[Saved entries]
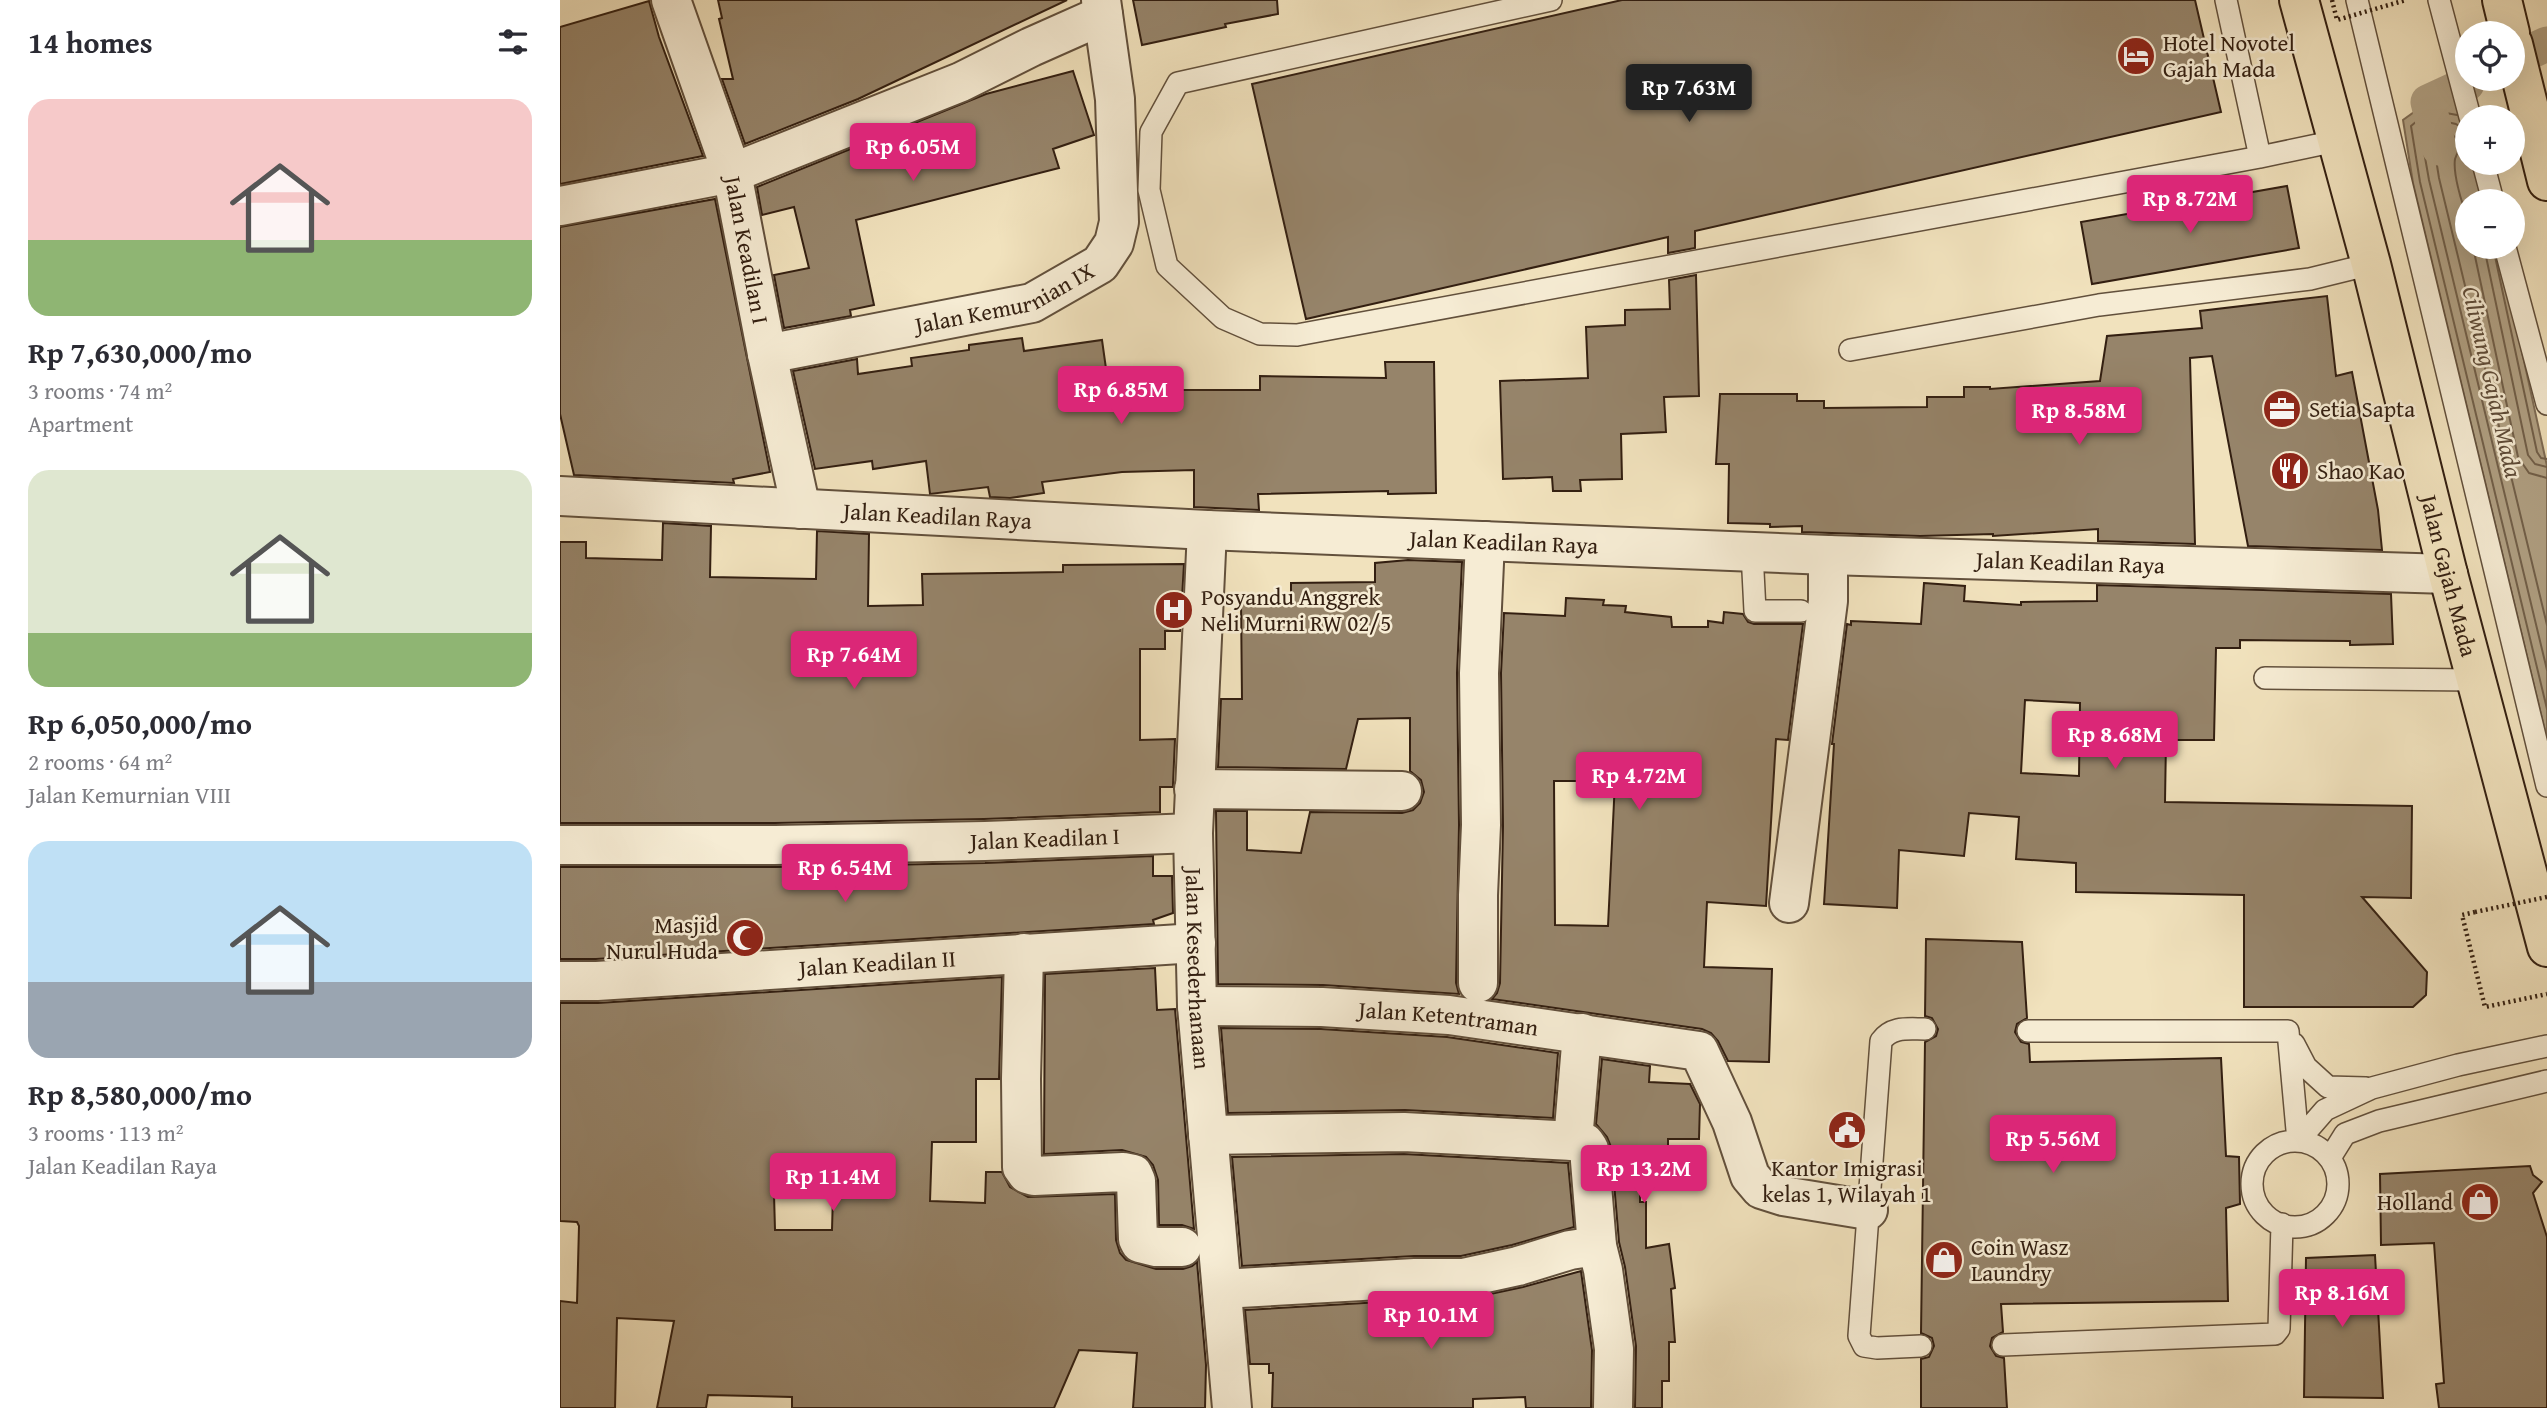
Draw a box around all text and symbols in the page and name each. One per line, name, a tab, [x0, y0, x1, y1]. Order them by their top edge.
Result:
text: 14 homes	[28, 20, 153, 64]
map controls	[2455, 21, 2525, 259]
button: locate	[2455, 21, 2525, 91]
icon: filters	[494, 23, 532, 61]
place label: Hotel Novotel Gajah Mada	[2163, 26, 2295, 85]
hotel icon: Hotel Novotel Gajah Mada	[2115, 35, 2157, 77]
pin: Rp 7.63M	[1617, 64, 1761, 124]
text: Rp 7.63M	[1642, 70, 1736, 103]
button: +	[2455, 105, 2525, 175]
pin: Rp 6.05M	[841, 124, 985, 183]
text: Rp 6.05M	[866, 129, 960, 162]
icon: home	[217, 145, 343, 271]
street label: Jalan Keadilan I	[716, 170, 778, 327]
pin: Rp 8.72M	[2118, 176, 2262, 235]
text: Rp 8.72M	[2143, 181, 2237, 214]
button: −	[2455, 189, 2525, 259]
street label: Jalan Kemurnian IX	[909, 254, 1100, 342]
water label: Ciliwung Gajah Mada	[2453, 283, 2532, 481]
text: Rp 7,630,000/mo	[28, 330, 252, 374]
pin: Rp 6.85M	[1049, 366, 1193, 426]
text: Rp 6.85M	[1074, 372, 1168, 405]
text: 3 rooms · 74 m²	[28, 374, 172, 407]
pin: Rp 8.58M	[2007, 388, 2151, 447]
office icon: Setia Sapta	[2261, 388, 2303, 430]
place label: Setia Sapta	[2309, 392, 2415, 425]
text: Rp 8.58M	[2032, 393, 2126, 426]
text: Apartment	[28, 407, 133, 440]
restaurant icon: Shao Kao	[2269, 450, 2311, 492]
place label: Shao Kao	[2317, 454, 2405, 487]
street label: Jalan Gajah Mada	[2412, 488, 2486, 660]
street label: Jalan Keadilan Raya	[839, 494, 1033, 537]
icon: home	[217, 516, 343, 642]
street label: Jalan Keadilan Raya	[1406, 521, 1599, 562]
street label: Jalan Keadilan Raya	[1973, 542, 2166, 581]
place label: Posyandu Anggrek Neli Murni RW 02/5	[1201, 580, 1391, 639]
hospital icon: Posyandu Anggrek Neli Murni RW 02/5	[1153, 589, 1195, 631]
pin: Rp 7.64M	[782, 632, 926, 691]
text: Rp 7.64M	[807, 637, 901, 670]
text: Rp 6,050,000/mo	[28, 701, 252, 745]
pin: Rp 8.68M	[2043, 712, 2187, 771]
text: Rp 8.68M	[2068, 717, 2162, 750]
text: 2 rooms · 64 m²	[28, 745, 172, 778]
pin: Rp 4.72M	[1567, 752, 1711, 812]
text: Rp 4.72M	[1592, 758, 1686, 791]
text: Jalan Kemurnian VIII	[28, 778, 231, 811]
street label: Jalan Keadilan I	[967, 819, 1120, 857]
pin: Rp 6.54M	[773, 844, 917, 904]
text: Rp 6.54M	[798, 850, 892, 883]
street label: Jalan Kesederhanaan	[1178, 864, 1219, 1071]
icon: home	[217, 887, 343, 1013]
place label: Masjid Nurul Huda	[606, 908, 719, 967]
mosque icon: Masjid Nurul Huda	[724, 917, 766, 959]
street label: Jalan Keadilan II	[795, 941, 957, 984]
street label: Jalan Ketentraman	[1355, 992, 1541, 1044]
text: Rp 8,580,000/mo	[28, 1072, 252, 1116]
public building icon: Kantor Imigrasi kelas 1, Wilayah 1	[1826, 1109, 1868, 1151]
text: 3 rooms · 113 m²	[28, 1116, 183, 1149]
pin: Rp 5.56M	[1981, 1116, 2125, 1175]
text: Rp 5.56M	[2006, 1121, 2100, 1154]
pin: Rp 13.2M	[1572, 1146, 1716, 1205]
text: Jalan Keadilan Raya	[28, 1149, 217, 1182]
text: Rp 13.2M	[1597, 1151, 1691, 1184]
place label: Kantor Imigrasi kelas 1, Wilayah 1	[1762, 1151, 1932, 1210]
pin: Rp 11.4M	[761, 1154, 905, 1213]
text: Rp 11.4M	[786, 1159, 880, 1192]
shop icon: Holland	[2459, 1181, 2501, 1223]
place label: Holland	[2377, 1185, 2454, 1218]
place label: Coin Wasz Laundry	[1971, 1230, 2068, 1289]
shop icon: Coin Wasz Laundry	[1923, 1239, 1965, 1281]
pin: Rp 8.16M	[2270, 1270, 2414, 1329]
text: Rp 8.16M	[2295, 1275, 2389, 1308]
pin: Rp 10.1M	[1359, 1292, 1503, 1351]
text: Rp 10.1M	[1384, 1297, 1478, 1330]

> How to complete this task
Which lines of the records contain the word "Hotel"? Copy each of them.

> Response to this exercise
place label: Hotel Novotel Gajah Mada	[2163, 26, 2295, 85]
hotel icon: Hotel Novotel Gajah Mada	[2115, 35, 2157, 77]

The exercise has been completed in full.